Goal of the exercise
Each line in the entries that has the word "rows" has to be copied.

(Stored data)
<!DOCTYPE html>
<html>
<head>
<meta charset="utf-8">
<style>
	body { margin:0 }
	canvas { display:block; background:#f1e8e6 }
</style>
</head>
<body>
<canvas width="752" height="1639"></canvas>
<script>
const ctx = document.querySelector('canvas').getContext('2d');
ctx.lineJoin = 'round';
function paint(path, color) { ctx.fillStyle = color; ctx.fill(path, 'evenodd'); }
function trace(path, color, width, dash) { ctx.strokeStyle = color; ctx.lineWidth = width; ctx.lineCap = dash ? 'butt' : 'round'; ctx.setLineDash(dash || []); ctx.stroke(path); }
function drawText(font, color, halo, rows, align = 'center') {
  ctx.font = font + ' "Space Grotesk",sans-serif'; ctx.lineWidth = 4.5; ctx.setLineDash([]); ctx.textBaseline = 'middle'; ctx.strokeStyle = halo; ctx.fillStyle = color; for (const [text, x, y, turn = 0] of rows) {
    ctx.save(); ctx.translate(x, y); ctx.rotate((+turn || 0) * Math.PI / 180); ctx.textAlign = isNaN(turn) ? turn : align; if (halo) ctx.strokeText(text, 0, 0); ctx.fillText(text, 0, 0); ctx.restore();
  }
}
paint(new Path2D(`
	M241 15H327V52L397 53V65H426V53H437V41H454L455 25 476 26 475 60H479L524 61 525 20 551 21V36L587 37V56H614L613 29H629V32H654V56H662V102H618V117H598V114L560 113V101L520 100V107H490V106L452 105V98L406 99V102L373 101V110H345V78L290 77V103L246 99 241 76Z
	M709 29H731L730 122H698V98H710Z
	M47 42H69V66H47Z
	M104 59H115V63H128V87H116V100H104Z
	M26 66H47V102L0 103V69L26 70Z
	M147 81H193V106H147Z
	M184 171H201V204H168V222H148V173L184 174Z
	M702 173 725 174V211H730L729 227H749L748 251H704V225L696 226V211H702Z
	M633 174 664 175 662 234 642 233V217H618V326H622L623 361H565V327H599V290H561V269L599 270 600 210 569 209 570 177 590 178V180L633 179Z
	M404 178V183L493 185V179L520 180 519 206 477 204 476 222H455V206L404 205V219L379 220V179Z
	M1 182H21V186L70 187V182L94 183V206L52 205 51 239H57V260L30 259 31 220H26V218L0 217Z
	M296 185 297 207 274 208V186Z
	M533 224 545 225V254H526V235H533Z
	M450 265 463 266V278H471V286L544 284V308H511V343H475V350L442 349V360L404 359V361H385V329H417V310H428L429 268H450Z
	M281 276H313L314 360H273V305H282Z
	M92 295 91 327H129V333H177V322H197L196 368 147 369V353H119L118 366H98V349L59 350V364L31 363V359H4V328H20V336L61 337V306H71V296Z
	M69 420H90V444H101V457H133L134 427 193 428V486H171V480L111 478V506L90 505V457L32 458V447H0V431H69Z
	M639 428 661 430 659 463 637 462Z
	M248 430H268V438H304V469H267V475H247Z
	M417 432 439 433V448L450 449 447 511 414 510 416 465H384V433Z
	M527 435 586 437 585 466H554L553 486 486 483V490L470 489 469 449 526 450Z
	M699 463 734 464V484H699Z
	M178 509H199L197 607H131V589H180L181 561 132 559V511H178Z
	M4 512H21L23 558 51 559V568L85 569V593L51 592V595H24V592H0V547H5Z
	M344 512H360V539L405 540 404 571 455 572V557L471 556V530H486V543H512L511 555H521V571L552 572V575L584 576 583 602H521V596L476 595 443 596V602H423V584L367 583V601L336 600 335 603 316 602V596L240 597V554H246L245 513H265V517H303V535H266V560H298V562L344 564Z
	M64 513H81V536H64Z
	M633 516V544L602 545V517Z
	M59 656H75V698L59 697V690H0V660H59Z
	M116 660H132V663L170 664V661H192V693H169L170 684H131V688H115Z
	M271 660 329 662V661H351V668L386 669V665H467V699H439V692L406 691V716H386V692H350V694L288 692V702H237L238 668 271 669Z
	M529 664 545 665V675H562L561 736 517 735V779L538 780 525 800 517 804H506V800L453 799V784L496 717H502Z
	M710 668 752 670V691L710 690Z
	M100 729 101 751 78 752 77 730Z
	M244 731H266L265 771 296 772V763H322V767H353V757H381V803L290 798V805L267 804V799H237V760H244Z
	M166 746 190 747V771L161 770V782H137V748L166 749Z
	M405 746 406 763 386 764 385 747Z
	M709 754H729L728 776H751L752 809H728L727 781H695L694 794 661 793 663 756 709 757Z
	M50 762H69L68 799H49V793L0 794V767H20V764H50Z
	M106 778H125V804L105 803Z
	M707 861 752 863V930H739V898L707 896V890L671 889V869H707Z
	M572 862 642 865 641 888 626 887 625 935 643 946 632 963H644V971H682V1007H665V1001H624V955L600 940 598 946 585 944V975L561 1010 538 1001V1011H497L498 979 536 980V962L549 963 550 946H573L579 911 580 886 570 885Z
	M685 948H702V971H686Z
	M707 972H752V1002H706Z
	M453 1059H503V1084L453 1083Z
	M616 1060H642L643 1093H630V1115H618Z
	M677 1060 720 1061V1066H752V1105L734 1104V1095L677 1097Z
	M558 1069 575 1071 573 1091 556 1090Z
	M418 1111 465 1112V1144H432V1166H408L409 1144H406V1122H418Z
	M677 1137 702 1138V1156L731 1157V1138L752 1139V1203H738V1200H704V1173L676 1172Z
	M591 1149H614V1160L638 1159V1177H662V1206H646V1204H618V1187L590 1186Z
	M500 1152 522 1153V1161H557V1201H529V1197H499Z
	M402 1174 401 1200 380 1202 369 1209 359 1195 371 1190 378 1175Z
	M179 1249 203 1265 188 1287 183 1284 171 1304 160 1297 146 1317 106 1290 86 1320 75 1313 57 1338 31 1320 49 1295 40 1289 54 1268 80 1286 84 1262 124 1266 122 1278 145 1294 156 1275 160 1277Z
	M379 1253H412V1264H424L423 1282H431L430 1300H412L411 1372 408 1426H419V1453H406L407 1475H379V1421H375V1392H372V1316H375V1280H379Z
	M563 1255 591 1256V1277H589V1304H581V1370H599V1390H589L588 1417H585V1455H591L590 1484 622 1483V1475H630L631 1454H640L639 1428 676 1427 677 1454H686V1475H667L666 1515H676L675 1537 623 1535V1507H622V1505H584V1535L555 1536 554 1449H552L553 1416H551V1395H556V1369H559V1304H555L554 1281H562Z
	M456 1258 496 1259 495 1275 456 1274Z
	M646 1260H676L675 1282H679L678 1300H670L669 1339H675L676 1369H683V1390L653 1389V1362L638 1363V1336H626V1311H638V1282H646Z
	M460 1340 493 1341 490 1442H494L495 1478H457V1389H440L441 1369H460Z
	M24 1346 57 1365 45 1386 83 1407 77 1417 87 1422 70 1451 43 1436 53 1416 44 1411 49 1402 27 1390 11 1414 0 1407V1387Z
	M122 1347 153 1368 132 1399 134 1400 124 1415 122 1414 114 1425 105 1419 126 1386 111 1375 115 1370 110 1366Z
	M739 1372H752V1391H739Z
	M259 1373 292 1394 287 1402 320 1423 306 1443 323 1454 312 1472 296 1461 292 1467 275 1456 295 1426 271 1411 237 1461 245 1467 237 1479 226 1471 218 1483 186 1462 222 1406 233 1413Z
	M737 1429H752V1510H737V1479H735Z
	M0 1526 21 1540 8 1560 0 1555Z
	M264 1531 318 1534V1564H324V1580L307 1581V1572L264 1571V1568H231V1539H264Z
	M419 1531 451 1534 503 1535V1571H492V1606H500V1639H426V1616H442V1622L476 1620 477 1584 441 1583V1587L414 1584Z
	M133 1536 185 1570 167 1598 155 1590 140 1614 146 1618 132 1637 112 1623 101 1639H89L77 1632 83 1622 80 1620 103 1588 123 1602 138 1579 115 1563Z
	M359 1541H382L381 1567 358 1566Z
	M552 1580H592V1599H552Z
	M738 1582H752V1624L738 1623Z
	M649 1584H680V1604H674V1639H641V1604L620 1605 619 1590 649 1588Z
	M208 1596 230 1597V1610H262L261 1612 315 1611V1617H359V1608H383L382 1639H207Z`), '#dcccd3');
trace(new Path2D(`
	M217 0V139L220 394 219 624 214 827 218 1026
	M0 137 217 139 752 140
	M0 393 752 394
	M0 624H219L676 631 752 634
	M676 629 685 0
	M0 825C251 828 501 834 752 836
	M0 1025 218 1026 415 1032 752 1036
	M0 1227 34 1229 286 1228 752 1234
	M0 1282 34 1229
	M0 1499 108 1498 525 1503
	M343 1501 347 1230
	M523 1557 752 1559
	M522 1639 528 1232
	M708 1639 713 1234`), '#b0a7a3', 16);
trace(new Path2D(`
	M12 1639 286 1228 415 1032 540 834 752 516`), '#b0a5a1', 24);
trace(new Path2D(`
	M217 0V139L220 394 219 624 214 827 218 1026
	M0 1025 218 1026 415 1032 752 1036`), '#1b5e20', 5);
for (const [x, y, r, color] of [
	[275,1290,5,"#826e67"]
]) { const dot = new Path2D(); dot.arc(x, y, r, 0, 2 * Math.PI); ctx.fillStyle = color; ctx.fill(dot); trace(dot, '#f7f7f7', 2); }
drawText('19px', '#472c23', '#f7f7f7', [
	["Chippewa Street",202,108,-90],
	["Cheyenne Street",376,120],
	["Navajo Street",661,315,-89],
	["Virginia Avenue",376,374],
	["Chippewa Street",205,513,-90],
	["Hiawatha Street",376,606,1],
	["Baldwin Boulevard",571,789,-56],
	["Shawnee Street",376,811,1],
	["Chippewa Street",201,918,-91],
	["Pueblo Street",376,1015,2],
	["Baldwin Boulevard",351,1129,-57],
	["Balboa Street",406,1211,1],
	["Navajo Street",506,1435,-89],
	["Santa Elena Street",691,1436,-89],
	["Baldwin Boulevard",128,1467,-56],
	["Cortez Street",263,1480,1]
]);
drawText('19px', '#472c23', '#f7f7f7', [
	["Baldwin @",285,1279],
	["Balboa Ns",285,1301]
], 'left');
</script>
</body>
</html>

Written answer
function drawText(font, color, halo, rows, align = 'center') {
  ctx.font = font + ' "Space Grotesk",sans-serif'; ctx.lineWidth = 4.5; ctx.setLineDash([]); ctx.textBaseline = 'middle'; ctx.strokeStyle = halo; ctx.fillStyle = color; for (const [text, x, y, turn = 0] of rows) {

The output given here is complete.